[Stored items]
****************************************

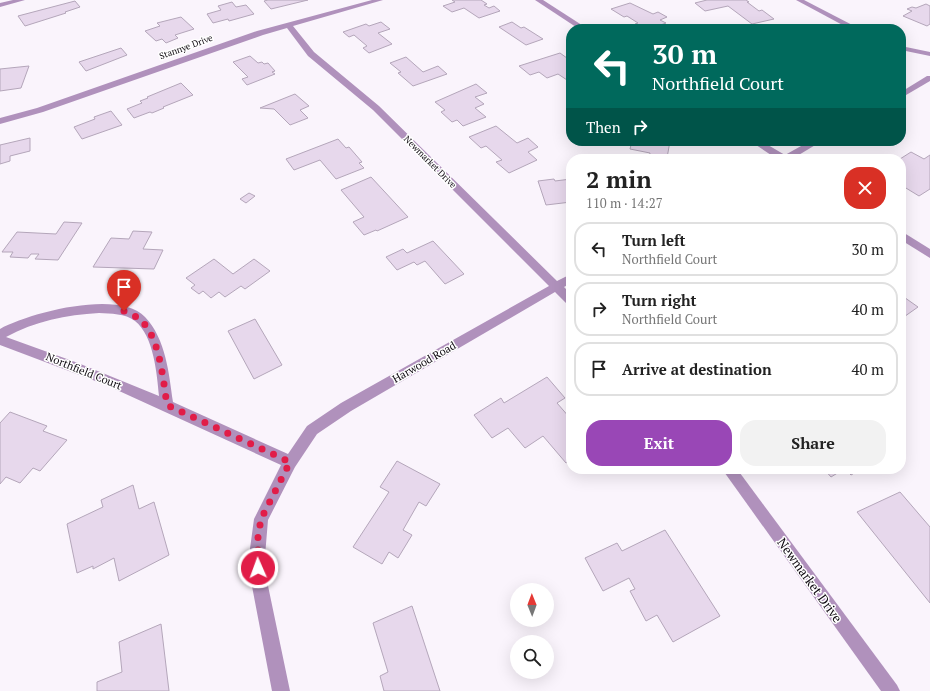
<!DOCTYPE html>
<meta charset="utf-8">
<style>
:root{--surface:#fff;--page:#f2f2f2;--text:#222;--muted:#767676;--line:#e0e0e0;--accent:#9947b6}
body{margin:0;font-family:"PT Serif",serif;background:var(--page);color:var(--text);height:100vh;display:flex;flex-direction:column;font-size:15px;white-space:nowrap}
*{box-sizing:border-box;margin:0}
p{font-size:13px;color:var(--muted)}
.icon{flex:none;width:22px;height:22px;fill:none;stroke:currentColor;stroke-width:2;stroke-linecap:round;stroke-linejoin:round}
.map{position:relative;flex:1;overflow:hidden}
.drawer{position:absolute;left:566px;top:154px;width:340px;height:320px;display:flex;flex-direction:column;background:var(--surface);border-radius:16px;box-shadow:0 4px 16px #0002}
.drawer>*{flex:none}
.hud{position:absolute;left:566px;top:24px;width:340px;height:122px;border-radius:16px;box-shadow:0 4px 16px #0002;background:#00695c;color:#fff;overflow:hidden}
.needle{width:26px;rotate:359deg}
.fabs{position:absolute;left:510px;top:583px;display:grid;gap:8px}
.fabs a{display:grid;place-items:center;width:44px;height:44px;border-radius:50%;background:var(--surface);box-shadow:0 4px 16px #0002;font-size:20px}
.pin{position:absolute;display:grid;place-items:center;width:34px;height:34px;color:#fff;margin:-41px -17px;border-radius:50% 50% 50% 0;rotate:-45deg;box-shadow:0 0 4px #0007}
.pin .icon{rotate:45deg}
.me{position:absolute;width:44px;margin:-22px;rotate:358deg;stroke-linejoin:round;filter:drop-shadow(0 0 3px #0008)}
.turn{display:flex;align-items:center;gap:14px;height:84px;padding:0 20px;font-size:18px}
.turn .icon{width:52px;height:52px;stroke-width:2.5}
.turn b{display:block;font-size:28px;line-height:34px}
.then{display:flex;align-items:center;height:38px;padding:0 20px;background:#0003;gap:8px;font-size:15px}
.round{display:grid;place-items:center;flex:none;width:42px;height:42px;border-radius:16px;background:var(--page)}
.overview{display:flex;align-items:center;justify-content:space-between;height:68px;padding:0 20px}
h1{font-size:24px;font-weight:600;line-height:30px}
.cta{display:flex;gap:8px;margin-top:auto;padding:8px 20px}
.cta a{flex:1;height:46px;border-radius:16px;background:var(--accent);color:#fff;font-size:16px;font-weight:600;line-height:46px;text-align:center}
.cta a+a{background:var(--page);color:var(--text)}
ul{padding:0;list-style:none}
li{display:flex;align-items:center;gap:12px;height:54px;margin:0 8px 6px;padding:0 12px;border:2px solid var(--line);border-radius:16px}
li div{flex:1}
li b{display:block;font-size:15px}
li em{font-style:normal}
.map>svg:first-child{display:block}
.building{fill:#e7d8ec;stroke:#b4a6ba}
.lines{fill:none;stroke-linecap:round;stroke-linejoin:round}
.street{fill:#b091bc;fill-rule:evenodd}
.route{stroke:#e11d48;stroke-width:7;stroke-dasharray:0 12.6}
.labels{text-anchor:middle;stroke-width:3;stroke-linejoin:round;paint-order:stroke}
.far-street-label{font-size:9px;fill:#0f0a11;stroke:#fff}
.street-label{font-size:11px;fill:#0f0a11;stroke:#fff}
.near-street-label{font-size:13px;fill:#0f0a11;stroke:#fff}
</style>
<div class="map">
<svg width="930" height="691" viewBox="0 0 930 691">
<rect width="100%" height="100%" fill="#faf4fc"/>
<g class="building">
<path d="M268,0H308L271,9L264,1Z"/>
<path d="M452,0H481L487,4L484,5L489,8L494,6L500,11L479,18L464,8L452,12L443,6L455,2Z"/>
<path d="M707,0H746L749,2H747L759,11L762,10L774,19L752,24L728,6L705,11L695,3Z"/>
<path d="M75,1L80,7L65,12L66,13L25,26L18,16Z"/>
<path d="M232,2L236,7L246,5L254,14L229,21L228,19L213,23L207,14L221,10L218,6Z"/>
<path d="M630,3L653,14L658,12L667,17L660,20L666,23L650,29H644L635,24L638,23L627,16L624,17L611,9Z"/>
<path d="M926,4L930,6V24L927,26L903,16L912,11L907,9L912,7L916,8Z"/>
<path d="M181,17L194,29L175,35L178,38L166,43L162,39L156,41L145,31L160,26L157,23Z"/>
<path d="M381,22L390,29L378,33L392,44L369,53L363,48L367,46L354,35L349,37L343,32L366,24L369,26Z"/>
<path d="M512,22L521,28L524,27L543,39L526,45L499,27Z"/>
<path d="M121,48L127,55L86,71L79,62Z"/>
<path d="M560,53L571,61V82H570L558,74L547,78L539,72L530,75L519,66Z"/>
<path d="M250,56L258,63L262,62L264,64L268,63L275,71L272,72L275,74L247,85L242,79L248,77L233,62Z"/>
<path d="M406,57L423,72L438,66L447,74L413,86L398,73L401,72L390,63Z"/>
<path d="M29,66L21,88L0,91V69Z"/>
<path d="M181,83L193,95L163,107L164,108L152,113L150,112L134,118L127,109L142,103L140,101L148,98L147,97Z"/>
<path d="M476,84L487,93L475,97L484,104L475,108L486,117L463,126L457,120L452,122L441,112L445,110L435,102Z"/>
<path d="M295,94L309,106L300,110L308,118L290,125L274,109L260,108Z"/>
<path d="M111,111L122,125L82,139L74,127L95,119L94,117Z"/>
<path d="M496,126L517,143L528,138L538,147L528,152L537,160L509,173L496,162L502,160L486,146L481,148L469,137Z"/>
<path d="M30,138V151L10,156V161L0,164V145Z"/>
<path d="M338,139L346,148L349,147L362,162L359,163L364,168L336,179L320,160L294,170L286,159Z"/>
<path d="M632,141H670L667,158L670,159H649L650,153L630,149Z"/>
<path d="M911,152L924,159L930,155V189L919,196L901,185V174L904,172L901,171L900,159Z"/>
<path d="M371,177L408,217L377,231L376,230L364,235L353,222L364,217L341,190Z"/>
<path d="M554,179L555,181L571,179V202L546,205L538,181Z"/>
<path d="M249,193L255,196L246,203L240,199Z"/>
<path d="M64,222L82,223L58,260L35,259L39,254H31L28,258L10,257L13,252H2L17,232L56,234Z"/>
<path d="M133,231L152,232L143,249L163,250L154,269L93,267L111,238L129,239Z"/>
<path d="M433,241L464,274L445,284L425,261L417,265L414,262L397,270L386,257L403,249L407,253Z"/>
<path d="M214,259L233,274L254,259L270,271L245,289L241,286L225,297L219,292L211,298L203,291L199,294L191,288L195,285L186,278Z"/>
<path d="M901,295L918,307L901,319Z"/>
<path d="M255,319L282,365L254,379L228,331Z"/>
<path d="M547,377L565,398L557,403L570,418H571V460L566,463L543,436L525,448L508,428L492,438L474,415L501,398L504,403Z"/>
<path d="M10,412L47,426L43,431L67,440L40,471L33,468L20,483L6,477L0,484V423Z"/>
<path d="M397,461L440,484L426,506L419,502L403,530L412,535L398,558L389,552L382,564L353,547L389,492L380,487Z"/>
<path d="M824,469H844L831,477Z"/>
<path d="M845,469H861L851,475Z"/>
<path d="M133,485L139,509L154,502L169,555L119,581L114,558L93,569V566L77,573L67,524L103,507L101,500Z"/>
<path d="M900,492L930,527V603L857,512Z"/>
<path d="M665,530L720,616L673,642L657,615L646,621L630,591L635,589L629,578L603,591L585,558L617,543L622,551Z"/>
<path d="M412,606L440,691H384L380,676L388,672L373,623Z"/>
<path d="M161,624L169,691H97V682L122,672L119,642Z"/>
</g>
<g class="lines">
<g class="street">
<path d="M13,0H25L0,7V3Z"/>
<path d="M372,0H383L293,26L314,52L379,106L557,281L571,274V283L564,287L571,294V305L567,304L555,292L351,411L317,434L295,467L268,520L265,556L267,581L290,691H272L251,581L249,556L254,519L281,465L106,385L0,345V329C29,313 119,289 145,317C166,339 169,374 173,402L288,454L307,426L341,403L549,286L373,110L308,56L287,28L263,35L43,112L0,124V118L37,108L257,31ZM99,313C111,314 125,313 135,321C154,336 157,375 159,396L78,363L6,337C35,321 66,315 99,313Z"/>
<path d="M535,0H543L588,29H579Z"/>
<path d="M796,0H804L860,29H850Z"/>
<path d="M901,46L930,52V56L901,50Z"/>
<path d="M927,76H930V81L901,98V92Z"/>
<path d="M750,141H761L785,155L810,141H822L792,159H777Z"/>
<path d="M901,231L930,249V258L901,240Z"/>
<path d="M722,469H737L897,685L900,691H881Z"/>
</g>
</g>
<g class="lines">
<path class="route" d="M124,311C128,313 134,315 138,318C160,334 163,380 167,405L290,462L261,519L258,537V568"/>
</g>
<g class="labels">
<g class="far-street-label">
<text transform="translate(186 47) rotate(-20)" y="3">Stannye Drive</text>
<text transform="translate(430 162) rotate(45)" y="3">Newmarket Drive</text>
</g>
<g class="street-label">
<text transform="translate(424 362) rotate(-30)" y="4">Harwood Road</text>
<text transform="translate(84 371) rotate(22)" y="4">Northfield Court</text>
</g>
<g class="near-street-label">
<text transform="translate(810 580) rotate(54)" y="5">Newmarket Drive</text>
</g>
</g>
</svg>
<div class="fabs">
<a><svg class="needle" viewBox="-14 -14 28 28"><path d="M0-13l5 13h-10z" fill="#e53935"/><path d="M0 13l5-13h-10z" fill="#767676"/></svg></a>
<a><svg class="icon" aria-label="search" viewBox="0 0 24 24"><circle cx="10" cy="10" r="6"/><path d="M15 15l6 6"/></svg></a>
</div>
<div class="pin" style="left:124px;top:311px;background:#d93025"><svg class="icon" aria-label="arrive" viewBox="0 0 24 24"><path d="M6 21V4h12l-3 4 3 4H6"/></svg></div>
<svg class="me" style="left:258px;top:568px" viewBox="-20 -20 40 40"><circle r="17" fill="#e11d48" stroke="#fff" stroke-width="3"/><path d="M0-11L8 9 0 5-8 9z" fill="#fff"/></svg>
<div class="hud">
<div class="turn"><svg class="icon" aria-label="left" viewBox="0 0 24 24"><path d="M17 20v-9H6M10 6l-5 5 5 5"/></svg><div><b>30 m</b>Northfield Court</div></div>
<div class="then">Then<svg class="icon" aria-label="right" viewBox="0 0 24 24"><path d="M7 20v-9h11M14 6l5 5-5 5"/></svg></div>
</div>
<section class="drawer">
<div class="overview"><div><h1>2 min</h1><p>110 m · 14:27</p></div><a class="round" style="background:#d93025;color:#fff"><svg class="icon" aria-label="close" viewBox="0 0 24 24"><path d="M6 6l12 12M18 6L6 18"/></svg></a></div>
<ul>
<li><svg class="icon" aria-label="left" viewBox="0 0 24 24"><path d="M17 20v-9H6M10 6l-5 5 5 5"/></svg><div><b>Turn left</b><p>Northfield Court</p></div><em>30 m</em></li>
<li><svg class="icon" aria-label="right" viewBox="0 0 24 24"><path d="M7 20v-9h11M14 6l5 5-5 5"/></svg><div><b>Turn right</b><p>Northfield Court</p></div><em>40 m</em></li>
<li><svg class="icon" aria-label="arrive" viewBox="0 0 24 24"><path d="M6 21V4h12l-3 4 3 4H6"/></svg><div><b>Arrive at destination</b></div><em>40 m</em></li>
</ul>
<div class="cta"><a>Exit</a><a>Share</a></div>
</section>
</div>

****************************************

Look through the records for the word "padding". Every line that has it should be copied.

.turn{display:flex;align-items:center;gap:14px;height:84px;padding:0 20px;font-size:18px}
.then{display:flex;align-items:center;height:38px;padding:0 20px;background:#0003;gap:8px;font-size:15px}
.overview{display:flex;align-items:center;justify-content:space-between;height:68px;padding:0 20px}
.cta{display:flex;gap:8px;margin-top:auto;padding:8px 20px}
ul{padding:0;list-style:none}
li{display:flex;align-items:center;gap:12px;height:54px;margin:0 8px 6px;padding:0 12px;border:2px solid var(--line);border-radius:16px}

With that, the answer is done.